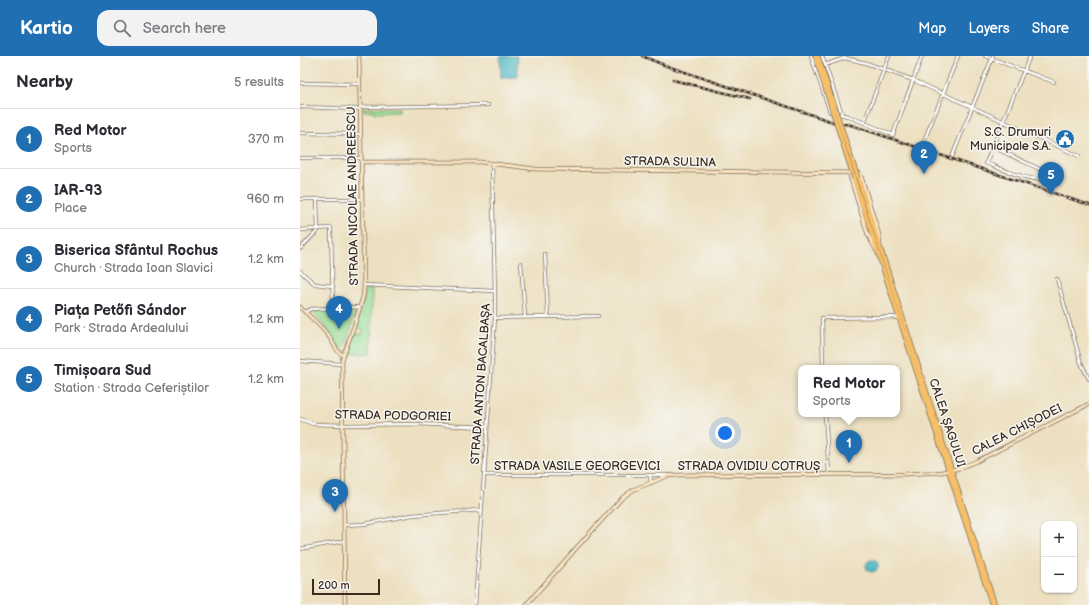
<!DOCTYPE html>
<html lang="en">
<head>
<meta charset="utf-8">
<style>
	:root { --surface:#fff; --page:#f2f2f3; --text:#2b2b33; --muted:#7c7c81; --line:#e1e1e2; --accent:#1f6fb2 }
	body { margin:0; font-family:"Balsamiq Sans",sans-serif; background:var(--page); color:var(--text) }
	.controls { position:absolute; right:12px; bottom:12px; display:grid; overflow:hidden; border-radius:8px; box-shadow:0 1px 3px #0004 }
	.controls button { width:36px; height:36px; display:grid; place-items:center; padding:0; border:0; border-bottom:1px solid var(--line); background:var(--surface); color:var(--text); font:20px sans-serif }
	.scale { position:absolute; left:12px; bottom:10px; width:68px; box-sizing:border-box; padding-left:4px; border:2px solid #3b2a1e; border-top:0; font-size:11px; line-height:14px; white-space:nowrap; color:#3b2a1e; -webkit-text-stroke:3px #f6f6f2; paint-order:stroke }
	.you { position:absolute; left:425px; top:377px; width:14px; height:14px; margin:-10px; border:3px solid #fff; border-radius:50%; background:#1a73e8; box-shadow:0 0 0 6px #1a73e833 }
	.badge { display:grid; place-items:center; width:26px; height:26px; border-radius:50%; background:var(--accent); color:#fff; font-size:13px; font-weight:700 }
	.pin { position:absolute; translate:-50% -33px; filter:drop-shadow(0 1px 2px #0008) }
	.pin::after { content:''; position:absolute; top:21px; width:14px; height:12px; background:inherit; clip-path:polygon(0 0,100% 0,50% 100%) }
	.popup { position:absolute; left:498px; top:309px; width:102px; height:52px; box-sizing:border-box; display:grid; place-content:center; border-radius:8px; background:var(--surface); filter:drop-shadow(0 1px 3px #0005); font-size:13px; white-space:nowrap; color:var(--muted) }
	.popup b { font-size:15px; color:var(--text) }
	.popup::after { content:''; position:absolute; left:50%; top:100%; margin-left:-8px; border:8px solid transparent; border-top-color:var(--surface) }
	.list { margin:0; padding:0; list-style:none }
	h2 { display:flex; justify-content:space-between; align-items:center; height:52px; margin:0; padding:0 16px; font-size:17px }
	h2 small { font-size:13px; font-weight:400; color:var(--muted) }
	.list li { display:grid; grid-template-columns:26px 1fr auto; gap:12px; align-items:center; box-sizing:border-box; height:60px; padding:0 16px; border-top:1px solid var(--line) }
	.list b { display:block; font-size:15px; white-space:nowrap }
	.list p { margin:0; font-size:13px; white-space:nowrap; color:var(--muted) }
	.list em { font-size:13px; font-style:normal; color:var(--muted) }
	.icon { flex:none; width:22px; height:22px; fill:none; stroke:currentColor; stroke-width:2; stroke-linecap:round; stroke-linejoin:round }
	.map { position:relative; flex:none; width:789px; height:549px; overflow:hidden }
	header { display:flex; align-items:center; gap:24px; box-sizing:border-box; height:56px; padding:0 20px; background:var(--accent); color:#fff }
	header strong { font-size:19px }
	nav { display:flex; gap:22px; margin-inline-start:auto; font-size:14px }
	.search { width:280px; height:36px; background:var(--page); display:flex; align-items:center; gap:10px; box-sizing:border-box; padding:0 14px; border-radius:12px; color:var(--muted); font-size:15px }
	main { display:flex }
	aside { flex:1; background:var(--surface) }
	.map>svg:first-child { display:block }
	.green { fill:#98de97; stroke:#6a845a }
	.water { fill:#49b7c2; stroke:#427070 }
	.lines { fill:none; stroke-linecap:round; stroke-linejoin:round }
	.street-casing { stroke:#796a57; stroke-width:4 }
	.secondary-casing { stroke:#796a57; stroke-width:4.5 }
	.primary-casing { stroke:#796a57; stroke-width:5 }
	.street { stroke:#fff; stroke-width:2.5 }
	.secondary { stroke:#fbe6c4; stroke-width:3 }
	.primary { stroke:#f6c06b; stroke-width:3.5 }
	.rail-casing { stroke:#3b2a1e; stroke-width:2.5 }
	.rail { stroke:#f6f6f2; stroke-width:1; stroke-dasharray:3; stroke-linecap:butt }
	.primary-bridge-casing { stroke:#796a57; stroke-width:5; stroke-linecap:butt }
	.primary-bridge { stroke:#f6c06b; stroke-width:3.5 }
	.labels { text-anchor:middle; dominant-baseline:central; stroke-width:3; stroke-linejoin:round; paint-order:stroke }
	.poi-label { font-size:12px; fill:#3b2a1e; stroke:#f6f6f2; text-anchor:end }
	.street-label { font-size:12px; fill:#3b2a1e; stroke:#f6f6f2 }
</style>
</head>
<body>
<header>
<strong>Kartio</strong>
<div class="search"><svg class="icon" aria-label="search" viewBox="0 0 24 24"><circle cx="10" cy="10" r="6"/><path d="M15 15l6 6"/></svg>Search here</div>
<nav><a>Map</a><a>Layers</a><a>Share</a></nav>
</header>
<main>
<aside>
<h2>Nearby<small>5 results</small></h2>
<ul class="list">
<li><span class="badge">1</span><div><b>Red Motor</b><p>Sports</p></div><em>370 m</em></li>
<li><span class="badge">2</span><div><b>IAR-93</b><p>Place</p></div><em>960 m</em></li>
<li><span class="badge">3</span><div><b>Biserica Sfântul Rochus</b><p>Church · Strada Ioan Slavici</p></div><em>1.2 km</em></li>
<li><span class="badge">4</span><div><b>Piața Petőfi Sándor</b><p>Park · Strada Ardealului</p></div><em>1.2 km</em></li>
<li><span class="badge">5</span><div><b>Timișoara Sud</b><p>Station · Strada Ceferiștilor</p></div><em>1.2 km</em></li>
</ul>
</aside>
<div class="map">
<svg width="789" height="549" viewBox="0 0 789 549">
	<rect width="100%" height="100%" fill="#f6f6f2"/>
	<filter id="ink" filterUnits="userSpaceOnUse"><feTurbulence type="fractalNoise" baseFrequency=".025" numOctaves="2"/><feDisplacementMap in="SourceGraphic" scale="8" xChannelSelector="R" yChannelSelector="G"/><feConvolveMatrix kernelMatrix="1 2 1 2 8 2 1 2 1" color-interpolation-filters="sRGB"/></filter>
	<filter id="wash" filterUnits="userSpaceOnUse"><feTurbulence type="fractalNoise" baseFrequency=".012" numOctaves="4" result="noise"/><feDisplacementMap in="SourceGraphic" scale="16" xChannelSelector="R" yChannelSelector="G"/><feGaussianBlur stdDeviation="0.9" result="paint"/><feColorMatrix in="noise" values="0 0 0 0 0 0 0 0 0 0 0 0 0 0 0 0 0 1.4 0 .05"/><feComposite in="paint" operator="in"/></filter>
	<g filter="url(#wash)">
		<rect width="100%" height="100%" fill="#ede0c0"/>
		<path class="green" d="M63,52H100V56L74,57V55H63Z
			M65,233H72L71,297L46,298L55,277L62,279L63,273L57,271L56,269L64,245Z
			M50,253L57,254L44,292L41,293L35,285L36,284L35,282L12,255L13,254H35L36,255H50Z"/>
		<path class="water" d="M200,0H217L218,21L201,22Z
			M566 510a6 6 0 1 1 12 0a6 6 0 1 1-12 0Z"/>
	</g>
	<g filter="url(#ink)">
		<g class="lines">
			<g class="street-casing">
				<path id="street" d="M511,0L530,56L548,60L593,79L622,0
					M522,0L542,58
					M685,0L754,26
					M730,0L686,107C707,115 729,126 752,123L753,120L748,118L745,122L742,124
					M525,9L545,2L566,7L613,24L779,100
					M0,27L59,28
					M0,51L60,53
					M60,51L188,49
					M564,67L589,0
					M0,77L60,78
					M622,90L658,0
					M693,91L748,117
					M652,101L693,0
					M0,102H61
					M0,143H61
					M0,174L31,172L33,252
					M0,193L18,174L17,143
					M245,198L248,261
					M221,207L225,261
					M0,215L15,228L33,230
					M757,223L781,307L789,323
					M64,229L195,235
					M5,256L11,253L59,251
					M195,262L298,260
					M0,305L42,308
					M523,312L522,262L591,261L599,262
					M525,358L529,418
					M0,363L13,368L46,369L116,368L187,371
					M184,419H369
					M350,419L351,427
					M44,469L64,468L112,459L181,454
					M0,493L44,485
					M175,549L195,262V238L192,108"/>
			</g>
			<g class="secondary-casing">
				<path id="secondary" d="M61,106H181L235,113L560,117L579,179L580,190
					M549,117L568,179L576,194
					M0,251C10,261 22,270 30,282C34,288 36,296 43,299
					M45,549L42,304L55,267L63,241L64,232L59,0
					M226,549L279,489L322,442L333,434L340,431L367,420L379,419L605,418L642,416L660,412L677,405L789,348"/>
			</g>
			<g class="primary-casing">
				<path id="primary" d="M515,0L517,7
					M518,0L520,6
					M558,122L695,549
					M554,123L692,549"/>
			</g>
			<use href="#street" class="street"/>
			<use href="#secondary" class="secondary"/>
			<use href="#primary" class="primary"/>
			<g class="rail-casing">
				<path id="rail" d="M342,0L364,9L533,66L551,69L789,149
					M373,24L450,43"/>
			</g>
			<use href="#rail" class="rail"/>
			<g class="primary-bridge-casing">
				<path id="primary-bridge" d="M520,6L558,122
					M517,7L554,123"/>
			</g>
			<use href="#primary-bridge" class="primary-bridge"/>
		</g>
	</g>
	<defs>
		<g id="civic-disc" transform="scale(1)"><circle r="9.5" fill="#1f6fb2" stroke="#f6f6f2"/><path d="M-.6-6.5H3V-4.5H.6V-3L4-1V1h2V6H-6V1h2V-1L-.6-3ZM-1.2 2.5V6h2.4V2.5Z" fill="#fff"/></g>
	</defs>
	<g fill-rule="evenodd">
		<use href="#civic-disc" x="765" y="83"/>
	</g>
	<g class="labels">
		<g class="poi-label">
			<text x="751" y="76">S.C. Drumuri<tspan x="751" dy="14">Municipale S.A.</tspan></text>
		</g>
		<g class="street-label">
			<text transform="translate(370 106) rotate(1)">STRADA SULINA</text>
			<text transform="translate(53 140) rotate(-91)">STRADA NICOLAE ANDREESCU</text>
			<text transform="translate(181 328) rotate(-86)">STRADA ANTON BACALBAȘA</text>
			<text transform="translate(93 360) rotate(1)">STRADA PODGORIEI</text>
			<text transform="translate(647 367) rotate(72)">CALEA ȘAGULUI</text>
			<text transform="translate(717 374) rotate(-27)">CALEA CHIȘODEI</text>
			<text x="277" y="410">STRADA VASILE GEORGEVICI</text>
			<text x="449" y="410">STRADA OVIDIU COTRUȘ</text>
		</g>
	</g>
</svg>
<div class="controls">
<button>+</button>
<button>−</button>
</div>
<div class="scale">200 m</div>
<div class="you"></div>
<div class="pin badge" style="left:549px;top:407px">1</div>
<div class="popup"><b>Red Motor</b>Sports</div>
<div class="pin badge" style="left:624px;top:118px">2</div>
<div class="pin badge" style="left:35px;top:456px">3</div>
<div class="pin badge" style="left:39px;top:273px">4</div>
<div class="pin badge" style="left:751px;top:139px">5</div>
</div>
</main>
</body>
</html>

============================================================

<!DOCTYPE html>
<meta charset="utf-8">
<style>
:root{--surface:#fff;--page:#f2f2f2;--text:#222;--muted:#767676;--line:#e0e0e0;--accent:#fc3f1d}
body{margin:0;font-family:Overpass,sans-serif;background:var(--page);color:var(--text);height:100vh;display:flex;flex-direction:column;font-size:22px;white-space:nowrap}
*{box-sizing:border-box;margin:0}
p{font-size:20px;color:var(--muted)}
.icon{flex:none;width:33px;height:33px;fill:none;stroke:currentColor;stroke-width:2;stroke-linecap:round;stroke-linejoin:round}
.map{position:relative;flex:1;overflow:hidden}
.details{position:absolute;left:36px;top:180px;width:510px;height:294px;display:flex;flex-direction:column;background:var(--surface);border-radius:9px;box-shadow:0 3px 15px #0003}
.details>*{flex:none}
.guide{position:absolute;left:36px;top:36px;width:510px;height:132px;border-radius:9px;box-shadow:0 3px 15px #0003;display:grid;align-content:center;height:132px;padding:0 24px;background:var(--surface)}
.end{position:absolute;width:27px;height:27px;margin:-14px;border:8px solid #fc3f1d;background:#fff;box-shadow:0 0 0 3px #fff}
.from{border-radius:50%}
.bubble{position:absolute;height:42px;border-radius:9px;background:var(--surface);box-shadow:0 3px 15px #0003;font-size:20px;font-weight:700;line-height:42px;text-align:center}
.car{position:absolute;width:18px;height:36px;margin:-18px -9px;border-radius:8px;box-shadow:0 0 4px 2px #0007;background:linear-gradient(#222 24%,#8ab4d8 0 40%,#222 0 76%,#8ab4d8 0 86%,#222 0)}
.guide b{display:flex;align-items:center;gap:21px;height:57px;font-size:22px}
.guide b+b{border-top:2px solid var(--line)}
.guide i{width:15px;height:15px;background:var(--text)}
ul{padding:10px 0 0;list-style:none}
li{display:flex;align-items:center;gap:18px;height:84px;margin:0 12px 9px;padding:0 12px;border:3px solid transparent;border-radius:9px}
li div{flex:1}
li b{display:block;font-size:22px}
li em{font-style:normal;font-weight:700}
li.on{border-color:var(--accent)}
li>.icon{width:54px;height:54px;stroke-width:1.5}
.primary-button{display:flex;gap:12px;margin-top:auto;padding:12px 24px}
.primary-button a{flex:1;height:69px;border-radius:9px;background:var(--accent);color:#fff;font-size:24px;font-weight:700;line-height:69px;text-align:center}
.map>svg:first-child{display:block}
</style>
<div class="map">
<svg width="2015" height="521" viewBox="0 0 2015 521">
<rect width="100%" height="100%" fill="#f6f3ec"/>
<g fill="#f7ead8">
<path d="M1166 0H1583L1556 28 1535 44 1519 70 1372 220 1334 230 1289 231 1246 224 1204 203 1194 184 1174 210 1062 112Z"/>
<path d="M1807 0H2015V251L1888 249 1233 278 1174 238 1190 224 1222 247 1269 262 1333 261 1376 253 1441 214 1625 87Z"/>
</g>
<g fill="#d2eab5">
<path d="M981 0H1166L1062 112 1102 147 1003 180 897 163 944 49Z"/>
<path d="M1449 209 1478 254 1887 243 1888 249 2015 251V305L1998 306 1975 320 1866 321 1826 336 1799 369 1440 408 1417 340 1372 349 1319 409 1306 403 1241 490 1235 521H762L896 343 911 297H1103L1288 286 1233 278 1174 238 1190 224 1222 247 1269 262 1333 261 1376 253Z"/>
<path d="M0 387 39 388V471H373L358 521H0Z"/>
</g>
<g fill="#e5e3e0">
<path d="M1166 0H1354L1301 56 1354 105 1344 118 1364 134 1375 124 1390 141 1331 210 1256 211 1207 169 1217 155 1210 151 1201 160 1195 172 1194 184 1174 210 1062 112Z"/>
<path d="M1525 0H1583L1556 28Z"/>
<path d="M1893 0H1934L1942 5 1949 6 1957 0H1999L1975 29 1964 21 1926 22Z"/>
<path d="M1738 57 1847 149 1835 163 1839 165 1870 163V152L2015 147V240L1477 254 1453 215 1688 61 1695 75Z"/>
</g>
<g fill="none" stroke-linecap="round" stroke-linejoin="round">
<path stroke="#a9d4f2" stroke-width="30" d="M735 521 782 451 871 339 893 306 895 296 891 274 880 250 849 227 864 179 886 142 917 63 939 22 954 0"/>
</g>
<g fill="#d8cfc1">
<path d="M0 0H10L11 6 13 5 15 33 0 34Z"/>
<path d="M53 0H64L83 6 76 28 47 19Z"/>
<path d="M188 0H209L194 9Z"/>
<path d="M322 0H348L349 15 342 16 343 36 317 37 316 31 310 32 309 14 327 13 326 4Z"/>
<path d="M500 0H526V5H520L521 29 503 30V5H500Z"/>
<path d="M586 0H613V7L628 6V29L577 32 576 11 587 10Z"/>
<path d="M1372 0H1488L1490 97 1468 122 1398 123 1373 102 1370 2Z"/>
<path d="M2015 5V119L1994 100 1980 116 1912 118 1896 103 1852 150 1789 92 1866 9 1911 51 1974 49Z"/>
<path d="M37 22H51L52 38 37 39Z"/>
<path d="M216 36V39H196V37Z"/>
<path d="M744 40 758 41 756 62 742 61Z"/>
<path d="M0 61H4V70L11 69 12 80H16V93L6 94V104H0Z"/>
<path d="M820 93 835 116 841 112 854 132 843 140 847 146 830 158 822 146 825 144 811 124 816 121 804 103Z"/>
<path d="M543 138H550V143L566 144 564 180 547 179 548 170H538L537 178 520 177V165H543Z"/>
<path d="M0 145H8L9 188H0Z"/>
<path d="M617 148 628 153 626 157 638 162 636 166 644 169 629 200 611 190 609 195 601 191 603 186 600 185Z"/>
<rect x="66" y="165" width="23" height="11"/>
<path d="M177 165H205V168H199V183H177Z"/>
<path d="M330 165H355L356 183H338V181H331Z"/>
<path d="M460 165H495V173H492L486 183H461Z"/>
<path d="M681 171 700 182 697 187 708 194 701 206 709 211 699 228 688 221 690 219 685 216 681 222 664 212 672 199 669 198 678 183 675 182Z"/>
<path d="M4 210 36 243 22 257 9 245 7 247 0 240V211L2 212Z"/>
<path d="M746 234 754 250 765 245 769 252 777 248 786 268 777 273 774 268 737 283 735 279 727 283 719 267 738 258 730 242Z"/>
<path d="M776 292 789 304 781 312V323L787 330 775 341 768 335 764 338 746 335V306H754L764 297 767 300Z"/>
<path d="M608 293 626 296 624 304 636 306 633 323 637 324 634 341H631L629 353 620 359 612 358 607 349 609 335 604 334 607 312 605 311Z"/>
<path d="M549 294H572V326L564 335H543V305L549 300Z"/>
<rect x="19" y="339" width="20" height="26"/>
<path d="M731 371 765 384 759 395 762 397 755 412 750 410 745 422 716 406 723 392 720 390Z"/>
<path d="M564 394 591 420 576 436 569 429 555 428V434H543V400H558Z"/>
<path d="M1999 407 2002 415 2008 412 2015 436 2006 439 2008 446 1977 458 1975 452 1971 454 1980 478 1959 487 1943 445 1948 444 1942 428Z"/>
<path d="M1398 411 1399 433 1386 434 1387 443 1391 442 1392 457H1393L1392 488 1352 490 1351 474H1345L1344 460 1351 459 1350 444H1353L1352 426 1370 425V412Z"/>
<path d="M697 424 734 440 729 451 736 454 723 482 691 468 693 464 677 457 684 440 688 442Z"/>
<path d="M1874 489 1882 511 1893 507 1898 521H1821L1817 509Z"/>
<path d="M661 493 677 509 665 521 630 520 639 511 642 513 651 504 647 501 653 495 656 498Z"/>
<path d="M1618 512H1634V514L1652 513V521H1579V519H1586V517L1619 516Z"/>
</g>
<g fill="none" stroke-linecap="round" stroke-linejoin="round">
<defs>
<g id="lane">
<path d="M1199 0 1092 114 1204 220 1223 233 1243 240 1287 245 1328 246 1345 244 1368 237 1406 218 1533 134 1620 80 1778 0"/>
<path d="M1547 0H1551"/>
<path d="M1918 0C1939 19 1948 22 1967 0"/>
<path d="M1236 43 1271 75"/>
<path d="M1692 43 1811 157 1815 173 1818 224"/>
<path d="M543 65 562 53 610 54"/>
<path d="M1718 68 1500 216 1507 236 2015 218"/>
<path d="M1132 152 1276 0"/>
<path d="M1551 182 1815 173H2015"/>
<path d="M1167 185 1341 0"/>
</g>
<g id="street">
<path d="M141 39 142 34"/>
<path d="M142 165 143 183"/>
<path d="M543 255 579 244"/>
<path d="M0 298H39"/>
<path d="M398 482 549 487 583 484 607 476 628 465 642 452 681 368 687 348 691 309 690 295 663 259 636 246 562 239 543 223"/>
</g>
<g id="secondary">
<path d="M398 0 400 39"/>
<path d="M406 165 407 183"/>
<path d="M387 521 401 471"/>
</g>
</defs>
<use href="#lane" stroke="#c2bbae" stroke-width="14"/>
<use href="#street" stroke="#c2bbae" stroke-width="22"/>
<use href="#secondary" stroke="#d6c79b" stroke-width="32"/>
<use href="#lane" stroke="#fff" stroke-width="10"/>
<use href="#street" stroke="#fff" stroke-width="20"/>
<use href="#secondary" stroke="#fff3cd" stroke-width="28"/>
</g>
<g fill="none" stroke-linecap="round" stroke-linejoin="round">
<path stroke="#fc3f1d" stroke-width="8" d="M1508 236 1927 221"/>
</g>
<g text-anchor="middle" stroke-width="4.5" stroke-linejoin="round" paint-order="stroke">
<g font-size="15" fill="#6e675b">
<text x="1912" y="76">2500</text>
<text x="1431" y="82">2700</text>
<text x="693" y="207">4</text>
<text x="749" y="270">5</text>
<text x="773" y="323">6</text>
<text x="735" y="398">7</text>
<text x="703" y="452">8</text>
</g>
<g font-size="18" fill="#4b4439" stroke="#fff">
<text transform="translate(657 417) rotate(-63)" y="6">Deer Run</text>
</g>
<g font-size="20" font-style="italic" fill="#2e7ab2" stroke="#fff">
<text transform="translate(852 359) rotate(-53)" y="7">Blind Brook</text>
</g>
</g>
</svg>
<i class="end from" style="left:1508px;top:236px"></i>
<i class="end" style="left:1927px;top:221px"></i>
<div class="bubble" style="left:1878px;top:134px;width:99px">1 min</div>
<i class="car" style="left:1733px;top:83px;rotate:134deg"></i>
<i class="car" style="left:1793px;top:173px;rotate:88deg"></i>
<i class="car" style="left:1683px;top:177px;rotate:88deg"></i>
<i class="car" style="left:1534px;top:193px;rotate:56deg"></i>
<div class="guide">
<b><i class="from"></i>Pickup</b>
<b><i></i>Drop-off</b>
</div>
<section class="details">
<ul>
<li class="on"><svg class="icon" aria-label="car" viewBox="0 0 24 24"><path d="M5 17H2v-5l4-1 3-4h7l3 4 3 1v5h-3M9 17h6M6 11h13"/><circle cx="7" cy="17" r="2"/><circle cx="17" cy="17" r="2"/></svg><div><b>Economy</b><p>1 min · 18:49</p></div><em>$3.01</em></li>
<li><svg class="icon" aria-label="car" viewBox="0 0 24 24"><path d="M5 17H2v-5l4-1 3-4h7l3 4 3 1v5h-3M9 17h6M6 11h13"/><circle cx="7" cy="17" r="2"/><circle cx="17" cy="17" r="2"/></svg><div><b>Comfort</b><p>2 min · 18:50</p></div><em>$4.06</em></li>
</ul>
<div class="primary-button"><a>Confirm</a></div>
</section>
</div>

============================================================

> _What needs to be done_
Each line of the entries holding the string "currentColor" should be found and copied.

> _Written reply_
	.icon { flex:none; width:22px; height:22px; fill:none; stroke:currentColor; stroke-width:2; stroke-linecap:round; stroke-linejoin:round }
.icon{flex:none;width:33px;height:33px;fill:none;stroke:currentColor;stroke-width:2;stroke-linecap:round;stroke-linejoin:round}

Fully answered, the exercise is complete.